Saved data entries
-.-.-

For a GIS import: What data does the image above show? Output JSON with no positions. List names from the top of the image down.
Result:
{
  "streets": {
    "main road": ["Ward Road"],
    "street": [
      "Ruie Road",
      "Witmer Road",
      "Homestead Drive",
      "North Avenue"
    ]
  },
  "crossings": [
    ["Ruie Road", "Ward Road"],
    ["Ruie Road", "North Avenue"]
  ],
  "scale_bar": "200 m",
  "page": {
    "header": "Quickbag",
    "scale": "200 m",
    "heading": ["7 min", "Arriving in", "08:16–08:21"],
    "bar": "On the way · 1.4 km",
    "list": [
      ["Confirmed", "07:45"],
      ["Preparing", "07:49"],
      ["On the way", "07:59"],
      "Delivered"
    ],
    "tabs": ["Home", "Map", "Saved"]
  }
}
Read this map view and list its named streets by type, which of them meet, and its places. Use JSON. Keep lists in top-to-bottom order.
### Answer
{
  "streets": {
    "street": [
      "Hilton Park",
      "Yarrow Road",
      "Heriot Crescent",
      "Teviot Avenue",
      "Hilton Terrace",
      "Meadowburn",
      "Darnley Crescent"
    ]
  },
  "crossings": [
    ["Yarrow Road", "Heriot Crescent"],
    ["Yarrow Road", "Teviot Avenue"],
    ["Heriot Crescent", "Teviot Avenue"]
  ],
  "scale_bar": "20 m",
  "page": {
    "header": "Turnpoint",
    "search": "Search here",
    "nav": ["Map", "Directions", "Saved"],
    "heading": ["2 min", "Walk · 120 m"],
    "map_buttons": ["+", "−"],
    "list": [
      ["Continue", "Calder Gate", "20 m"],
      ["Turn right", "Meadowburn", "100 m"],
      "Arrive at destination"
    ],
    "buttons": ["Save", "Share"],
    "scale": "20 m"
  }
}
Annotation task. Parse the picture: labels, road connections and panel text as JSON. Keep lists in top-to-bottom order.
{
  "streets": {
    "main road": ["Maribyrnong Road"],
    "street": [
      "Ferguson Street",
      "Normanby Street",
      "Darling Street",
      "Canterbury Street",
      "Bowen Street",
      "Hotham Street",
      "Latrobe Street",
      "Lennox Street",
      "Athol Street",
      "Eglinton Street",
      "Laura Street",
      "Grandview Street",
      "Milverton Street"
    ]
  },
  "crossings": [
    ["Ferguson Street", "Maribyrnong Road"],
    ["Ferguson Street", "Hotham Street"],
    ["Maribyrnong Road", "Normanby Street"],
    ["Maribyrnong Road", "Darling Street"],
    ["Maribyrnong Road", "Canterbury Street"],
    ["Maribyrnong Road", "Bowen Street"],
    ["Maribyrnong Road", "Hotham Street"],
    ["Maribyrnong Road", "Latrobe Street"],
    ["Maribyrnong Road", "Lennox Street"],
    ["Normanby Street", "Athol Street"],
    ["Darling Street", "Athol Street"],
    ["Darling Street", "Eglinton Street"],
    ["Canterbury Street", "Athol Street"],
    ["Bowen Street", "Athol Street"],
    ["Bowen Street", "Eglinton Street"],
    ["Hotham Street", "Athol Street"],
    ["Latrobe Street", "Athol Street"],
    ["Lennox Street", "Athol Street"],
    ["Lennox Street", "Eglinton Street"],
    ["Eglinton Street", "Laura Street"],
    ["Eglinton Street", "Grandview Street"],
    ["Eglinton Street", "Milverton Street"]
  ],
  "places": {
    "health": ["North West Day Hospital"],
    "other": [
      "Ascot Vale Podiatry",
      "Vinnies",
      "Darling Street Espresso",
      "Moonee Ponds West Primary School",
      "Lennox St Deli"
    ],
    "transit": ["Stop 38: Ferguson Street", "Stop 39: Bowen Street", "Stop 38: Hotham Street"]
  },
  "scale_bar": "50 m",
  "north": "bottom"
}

-.-.-

WHAT YOU WILL DO: What lines of the preceding data include the string "JSON"? Pull them out.

TASK OUTPUT:
For a GIS import: What data does the image above show? Output JSON with no positions. List names from the top of the image down.
Read this map view and list its named streets by type, which of them meet, and its places. Use JSON. Keep lists in top-to-bottom order.
Annotation task. Parse the picture: labels, road connections and panel text as JSON. Keep lists in top-to-bottom order.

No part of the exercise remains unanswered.